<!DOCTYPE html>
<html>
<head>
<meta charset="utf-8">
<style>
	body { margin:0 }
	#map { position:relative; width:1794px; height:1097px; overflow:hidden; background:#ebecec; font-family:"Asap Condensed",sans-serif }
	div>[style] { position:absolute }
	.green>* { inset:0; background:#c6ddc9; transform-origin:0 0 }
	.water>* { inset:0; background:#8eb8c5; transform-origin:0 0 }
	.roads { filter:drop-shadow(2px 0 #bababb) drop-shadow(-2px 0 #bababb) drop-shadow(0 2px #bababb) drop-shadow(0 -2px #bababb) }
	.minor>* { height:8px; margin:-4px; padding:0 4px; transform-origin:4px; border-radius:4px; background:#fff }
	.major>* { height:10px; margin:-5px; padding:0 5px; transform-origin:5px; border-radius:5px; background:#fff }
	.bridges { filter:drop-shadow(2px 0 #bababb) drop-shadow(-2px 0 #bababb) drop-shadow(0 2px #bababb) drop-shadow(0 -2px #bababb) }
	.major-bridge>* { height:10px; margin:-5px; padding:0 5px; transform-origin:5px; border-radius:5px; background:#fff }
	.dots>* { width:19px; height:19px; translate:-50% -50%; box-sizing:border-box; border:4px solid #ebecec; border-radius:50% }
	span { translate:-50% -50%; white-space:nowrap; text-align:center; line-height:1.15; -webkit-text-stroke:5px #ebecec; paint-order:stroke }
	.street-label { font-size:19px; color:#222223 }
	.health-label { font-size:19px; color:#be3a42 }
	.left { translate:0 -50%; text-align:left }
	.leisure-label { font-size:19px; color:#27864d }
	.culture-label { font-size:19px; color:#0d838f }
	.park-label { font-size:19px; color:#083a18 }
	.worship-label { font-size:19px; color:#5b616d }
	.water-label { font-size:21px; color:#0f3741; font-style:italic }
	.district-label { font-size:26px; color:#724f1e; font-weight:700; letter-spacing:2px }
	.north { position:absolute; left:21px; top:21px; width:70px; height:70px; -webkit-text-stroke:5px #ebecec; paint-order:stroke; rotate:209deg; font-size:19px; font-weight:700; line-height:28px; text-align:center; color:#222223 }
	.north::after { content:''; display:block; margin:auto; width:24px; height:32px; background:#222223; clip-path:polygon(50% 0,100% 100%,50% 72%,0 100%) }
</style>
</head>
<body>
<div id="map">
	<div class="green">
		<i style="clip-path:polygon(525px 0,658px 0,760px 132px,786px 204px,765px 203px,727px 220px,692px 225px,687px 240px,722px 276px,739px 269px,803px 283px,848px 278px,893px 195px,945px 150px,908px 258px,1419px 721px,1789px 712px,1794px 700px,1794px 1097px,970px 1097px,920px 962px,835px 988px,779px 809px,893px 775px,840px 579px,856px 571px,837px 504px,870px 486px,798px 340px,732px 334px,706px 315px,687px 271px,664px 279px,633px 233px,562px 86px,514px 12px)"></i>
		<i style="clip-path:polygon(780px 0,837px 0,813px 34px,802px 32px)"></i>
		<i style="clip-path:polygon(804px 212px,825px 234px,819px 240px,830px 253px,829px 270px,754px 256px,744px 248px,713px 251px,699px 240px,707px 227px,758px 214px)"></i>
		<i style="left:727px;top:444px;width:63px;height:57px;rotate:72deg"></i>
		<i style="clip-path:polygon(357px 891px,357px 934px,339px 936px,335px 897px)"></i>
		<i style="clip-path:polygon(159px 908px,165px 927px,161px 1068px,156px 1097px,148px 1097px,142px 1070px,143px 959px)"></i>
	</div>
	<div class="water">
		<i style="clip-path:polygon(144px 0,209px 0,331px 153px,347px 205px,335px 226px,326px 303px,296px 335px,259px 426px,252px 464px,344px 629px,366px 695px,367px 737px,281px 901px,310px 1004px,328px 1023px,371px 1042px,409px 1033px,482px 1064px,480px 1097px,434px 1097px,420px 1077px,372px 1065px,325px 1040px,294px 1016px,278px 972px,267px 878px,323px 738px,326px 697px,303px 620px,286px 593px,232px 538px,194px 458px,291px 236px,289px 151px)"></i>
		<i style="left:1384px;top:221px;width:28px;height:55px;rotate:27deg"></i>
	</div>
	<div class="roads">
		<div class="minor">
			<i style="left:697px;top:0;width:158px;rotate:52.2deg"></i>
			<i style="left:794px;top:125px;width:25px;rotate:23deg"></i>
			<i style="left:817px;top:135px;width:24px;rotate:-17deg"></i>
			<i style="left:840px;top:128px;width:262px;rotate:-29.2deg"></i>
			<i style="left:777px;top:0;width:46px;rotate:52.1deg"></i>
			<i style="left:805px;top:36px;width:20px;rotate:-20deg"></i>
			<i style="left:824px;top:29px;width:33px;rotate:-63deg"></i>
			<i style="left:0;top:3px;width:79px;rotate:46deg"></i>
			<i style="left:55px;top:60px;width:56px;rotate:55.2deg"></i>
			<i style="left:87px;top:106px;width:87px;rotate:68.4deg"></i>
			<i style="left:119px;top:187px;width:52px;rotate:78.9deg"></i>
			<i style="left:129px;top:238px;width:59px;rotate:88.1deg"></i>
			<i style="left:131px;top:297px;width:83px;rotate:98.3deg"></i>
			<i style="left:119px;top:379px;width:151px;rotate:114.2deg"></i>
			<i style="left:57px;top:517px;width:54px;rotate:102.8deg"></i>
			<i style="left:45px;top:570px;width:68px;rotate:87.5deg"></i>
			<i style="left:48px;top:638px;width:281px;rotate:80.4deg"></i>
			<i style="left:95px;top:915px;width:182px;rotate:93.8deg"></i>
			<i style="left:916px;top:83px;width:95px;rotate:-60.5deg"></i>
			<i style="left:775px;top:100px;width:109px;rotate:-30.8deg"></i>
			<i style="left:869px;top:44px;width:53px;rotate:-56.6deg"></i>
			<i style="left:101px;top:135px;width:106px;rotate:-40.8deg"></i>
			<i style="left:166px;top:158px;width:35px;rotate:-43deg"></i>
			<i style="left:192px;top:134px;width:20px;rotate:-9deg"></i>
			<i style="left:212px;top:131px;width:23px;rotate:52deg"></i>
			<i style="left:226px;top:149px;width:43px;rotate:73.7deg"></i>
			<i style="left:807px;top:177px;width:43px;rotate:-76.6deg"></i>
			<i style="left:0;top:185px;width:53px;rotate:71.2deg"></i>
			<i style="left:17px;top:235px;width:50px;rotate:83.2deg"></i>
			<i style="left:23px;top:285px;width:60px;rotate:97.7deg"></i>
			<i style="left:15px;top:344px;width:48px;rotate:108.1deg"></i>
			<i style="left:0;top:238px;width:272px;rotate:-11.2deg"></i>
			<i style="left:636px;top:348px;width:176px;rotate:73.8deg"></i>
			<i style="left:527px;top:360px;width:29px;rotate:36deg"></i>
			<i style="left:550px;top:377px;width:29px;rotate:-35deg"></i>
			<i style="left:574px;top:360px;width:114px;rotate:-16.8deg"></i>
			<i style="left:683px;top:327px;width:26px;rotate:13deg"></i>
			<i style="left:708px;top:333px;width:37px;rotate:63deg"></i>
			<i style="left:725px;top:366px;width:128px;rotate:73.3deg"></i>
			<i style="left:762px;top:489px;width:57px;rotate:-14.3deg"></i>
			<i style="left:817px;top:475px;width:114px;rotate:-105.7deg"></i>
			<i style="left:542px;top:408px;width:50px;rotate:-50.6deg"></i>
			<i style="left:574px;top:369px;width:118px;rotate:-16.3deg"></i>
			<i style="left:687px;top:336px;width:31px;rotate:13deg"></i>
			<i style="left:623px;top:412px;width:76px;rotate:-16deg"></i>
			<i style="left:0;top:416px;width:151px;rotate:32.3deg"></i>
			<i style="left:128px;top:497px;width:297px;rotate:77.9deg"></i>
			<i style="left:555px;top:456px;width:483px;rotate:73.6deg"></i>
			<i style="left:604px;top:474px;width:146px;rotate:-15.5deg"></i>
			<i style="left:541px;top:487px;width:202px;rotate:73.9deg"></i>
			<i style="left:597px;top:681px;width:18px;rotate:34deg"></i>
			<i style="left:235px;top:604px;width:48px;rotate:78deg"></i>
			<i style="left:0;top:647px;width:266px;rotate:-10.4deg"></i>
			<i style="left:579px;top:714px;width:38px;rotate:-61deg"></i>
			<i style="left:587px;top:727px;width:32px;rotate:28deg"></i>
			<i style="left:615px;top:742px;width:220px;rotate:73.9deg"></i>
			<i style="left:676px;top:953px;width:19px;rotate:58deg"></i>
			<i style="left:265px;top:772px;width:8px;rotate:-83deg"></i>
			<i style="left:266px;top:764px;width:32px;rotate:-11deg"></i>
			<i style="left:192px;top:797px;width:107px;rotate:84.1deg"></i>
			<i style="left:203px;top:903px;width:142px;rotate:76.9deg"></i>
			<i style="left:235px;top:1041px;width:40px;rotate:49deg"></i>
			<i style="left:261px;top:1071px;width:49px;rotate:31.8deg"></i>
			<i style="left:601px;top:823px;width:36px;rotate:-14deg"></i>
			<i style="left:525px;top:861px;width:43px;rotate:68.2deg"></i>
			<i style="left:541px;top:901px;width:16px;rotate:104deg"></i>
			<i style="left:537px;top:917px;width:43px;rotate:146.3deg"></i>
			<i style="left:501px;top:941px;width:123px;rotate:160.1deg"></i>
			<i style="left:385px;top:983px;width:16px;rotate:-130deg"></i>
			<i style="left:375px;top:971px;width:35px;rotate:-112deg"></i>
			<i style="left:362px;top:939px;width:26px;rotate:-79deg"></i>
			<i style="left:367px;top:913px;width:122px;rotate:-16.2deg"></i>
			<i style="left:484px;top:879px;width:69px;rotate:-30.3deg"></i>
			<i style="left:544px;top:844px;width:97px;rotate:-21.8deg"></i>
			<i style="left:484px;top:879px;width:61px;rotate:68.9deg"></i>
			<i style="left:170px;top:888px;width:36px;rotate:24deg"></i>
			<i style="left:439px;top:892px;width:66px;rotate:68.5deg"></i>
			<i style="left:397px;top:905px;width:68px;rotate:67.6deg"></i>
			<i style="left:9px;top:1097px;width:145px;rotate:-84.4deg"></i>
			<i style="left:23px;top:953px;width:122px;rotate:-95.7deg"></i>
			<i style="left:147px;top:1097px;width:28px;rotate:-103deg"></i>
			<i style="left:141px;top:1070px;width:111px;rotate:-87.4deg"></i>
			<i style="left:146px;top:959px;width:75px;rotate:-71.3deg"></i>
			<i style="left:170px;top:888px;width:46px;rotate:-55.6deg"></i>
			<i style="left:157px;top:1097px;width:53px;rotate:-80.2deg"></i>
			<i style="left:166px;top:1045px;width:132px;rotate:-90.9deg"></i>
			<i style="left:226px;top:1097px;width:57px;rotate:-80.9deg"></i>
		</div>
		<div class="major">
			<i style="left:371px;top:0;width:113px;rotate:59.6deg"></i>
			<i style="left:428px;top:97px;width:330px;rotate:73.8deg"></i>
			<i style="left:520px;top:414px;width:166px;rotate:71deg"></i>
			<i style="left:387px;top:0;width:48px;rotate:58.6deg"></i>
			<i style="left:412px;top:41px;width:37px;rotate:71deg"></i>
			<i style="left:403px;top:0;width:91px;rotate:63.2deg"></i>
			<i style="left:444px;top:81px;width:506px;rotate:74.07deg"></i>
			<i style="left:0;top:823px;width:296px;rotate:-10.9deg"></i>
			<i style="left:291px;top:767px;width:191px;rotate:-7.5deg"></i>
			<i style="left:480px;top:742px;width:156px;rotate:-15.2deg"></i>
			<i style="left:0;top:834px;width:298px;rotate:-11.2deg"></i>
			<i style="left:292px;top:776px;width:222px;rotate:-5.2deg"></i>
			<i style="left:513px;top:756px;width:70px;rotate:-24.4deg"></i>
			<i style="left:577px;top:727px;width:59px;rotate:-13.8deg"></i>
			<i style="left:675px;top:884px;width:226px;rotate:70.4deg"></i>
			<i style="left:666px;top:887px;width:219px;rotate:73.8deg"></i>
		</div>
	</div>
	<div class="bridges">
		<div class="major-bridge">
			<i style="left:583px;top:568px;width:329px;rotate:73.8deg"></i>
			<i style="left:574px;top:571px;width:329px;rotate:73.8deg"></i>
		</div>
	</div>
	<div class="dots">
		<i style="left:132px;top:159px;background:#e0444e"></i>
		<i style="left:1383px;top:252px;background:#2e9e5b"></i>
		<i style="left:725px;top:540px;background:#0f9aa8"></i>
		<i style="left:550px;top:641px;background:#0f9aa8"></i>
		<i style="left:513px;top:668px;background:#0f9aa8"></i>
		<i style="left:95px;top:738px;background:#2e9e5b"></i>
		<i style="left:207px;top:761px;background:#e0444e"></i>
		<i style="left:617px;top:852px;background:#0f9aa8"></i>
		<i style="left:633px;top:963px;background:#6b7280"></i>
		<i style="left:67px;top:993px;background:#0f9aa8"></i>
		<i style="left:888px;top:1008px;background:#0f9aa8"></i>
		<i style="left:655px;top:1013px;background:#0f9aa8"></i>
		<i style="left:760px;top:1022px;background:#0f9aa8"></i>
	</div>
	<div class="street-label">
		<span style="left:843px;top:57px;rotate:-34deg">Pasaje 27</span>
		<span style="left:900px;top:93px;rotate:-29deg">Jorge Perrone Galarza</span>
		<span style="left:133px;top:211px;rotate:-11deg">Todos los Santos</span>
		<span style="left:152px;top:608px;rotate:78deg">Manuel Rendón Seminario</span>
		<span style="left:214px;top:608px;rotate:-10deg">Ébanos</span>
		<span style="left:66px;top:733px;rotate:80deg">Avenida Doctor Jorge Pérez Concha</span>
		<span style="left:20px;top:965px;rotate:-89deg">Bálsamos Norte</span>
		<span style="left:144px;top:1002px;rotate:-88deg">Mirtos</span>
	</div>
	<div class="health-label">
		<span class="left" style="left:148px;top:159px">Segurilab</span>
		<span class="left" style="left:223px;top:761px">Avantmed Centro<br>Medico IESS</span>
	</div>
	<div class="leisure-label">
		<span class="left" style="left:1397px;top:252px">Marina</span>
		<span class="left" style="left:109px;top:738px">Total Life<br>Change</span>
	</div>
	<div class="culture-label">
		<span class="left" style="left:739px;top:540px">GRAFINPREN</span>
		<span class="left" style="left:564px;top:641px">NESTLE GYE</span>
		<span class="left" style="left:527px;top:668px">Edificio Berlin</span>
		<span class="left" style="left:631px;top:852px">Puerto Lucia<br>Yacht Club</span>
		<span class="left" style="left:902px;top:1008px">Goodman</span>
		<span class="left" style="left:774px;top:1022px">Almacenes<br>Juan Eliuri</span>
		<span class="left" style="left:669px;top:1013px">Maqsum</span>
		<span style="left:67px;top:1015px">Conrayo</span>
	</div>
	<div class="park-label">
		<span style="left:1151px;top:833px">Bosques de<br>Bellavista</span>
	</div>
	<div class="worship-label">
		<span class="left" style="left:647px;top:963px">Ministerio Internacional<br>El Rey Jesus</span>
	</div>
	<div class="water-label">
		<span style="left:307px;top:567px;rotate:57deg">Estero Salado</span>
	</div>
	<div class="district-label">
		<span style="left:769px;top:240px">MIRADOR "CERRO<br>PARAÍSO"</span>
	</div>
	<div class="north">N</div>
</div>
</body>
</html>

───

## TASK OBJECTIVE
All lines of the records above that carry the word "roads" should be listed.

## SOLUTION TO THE EXERCISE
	.roads { filter:drop-shadow(2px 0 #bababb) drop-shadow(-2px 0 #bababb) drop-shadow(0 2px #bababb) drop-shadow(0 -2px #bababb) }
	<div class="roads">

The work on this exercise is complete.